October 27, 2005
Faux Morality and Not-For-Profitism
It has been my experience in business that if one’s goal is not to make a profit, you will nearly always be successful.
Much of the US healthcare system operates in what is called the not-for-profit structure. It is a bit of a Faustian bargain in which an organization can operate in a “business” motif and if it eschews “profit” it doesn’t have to pay taxes. Guess what, if you don’t make a profit, you don’t pay taxes anyway. This is already confusing.
My old accounting professor used to say, “Cash is certain, profits are optional.”

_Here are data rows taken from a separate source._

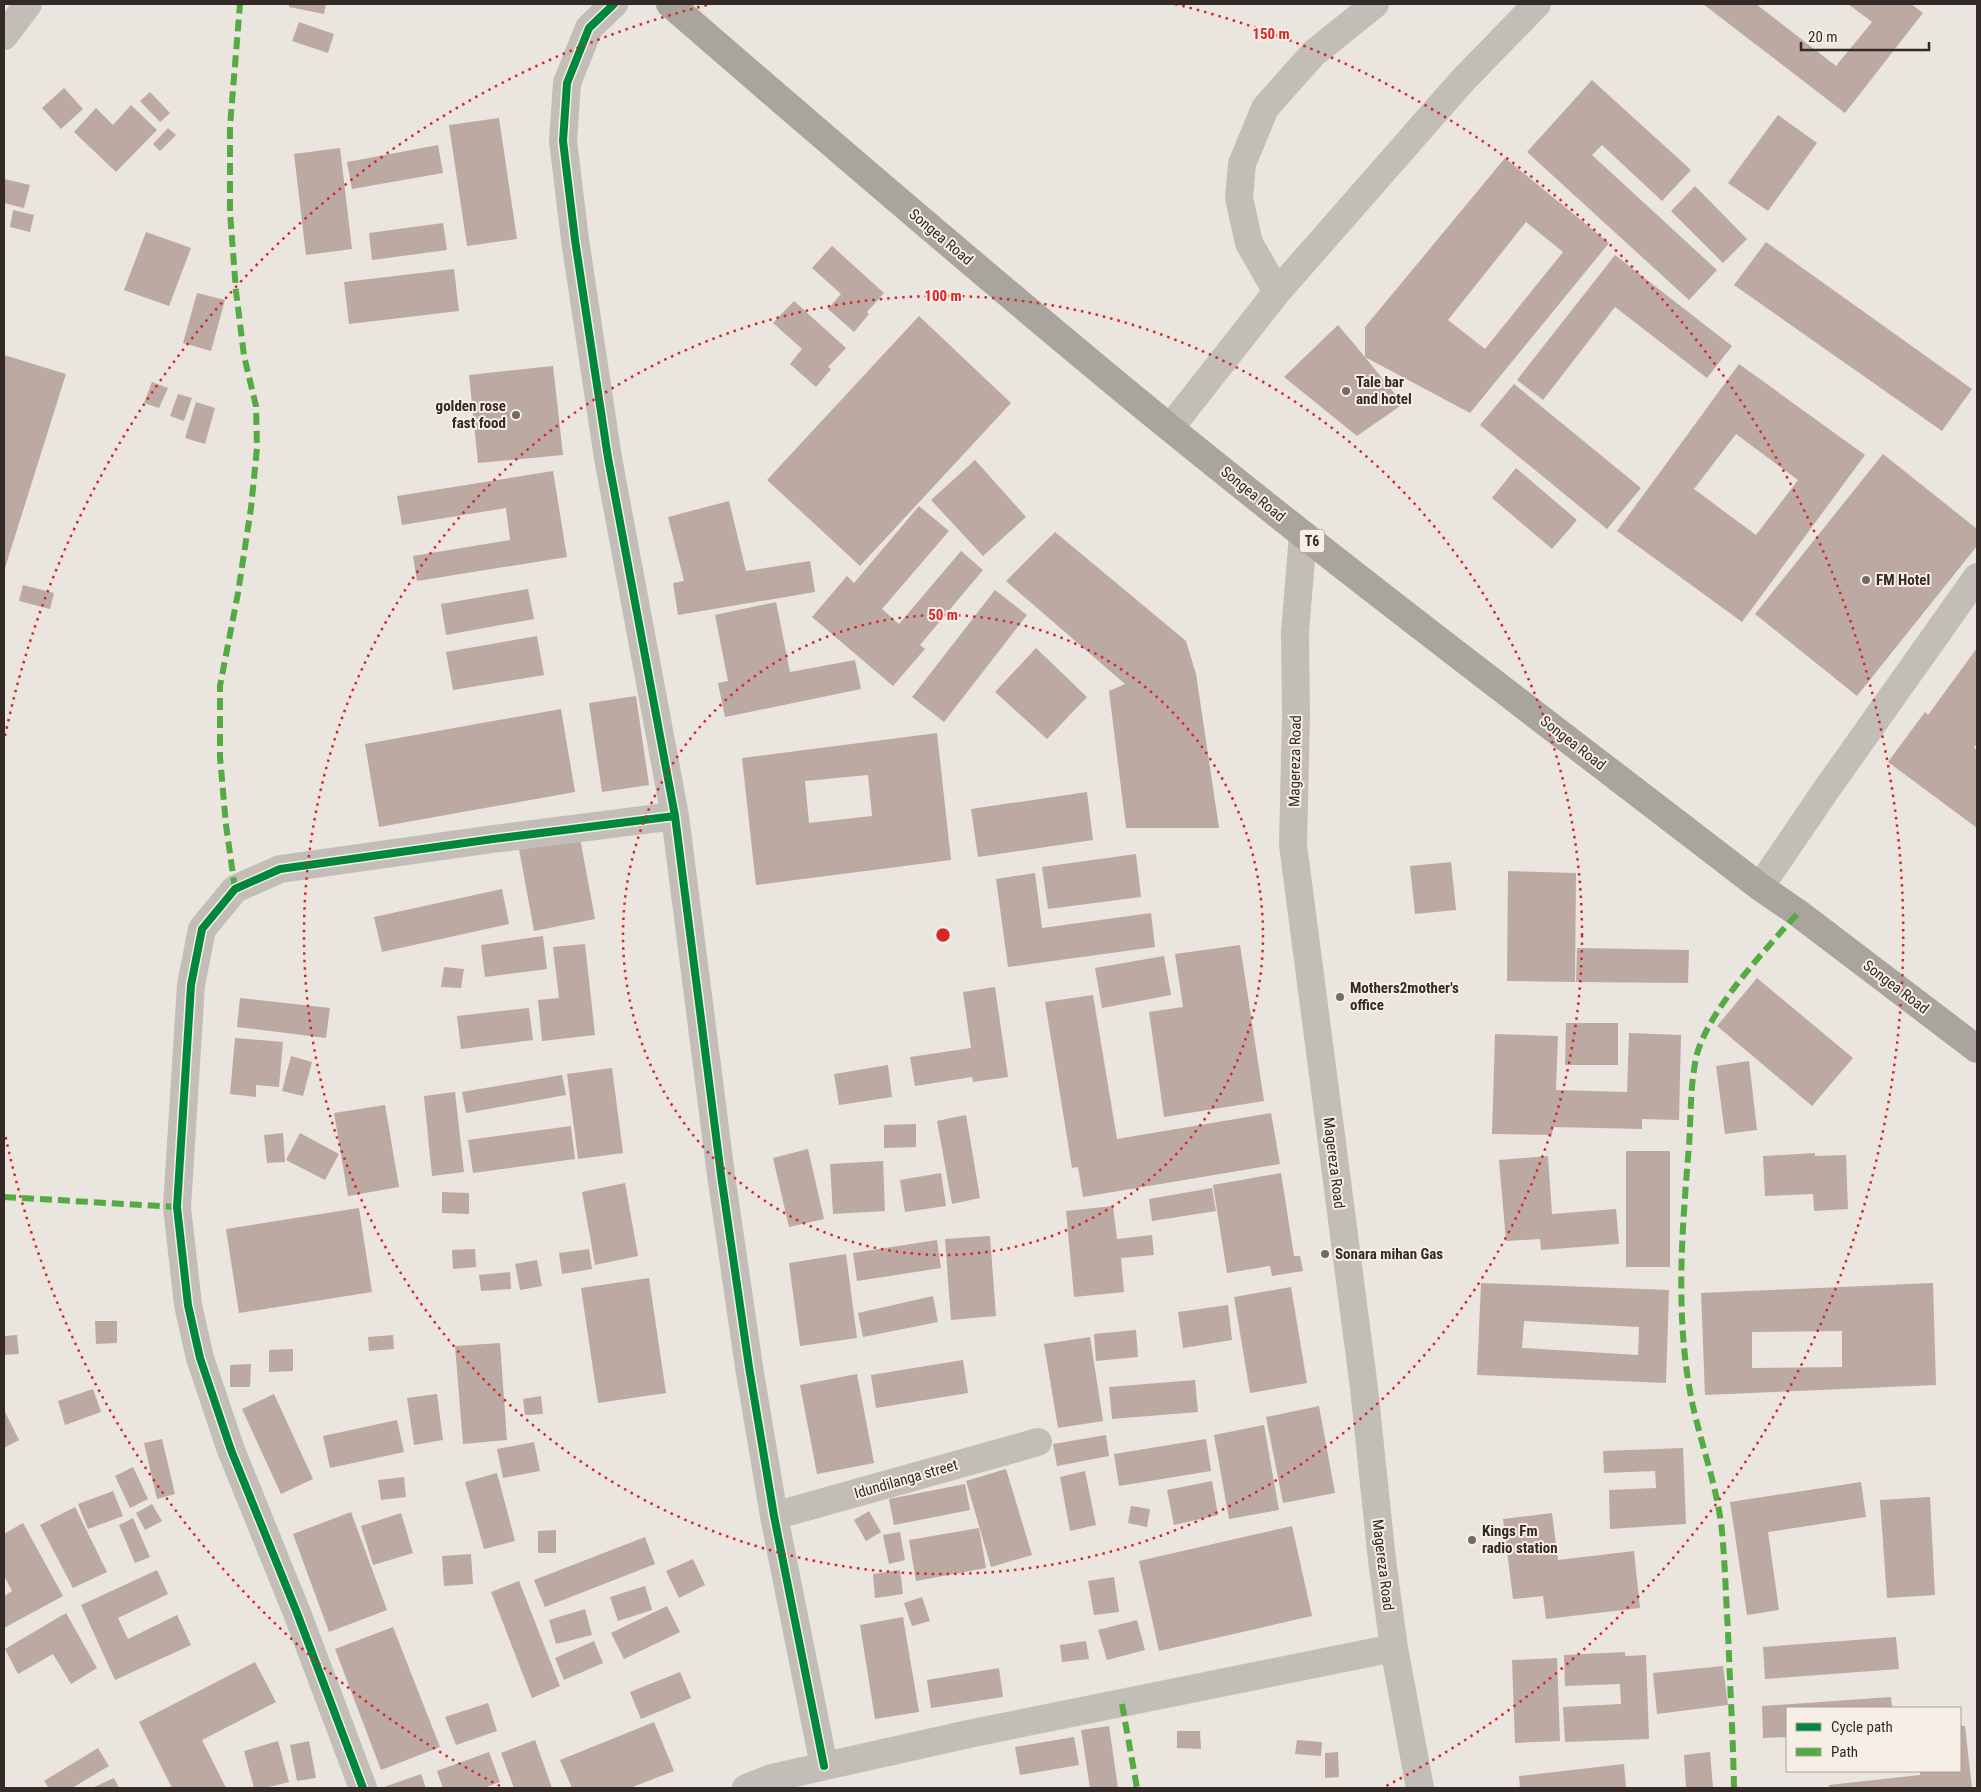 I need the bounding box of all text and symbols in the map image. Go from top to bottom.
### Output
scale bar [1801,20,1928,52]
text: 150 m [1252,25,1290,43]
text: 20 m [1808,28,1838,46]
street label: Songea Road [905,205,977,269]
text: 100 m [924,287,962,305]
place label: Tale bar and hotel [1356,373,1412,408]
marker: Tale bar and hotel [1340,385,1352,397]
place label: golden rose fast food [436,397,506,432]
marker: golden rose fast food [510,409,522,421]
street label: Songea Road [1217,463,1289,525]
road number: T6 [1300,530,1324,552]
place label: FM Hotel [1876,571,1930,589]
marker: FM Hotel [1860,574,1872,586]
text: 50 m [928,606,958,624]
street label: Songea Road [1537,712,1609,774]
street label: Magereza Road [1285,715,1305,807]
centre of rings [934,926,952,944]
street label: Songea Road [1860,956,1932,1018]
place label: Mothers2mother's office [1350,979,1459,1014]
marker: Mothers2mother's office [1334,991,1346,1003]
street label: Magereza Road [1319,1116,1349,1210]
place label: Sonara mihan Gas [1335,1245,1443,1263]
marker: Sonara mihan Gas [1319,1248,1331,1260]
street label: Idundilanga street [852,1456,960,1502]
street label: Magereza Road [1368,1518,1398,1612]
place label: Kings Fm radio station [1482,1522,1558,1557]
marker: Kings Fm radio station [1466,1534,1478,1546]
legend [1786,1707,1961,1772]
text: Cycle path [1831,1718,1893,1736]
text: Path [1831,1743,1858,1761]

This piece of wisdom is dropped upon the unsuspecting student in the study of the profit and loss statement and at least in part explains the obsession in the roaring ‘90’s with operating profits. It may be harder to alter the transparency of this number than it is the famous “bottom line.” And it is, after all, the bottom line upon which the government alters your capital structure by taking that which belongs to Caesar. So the fact that the bottom line is open to interpretation is no surprise.
The idea with the not-for-profit is that if it can show, sometimes through the thinnest of arguments, that it provides some common good, it can maintain its tax exempt status. What does the taxpayer get for their investment? Perhaps it is time to ask.
Not-for-profits tend to hide behind a screen of faux morality. For some reason it resonates with some people that if your goal is not profits, then you must be doing altruistic work and therefore are afforded a level of moral superiority not to mention a tax exemption compared to folks just trying to make a living and thus consciously making an effort to have a surplus in revenue relative to their costs.
The Healthcare Cartel is comprised of both for-profit and not-for-profit entities. This structure provides some of the more interesting tension in the system. The “them” and “us” mentality is at least one of the underlying philosophical burdens of the system and a cause of internal friction, dyscoordination, and non-coherence.
What’s the lineup?
Playing in the middle for the not-for-profits and weighing in at 800 pounds is The Government. To the right are most of the hospitals. And to the left the Blues (as in Blue Cross Blue Shield) and some other insurance purveyors (e.g., Kaiser).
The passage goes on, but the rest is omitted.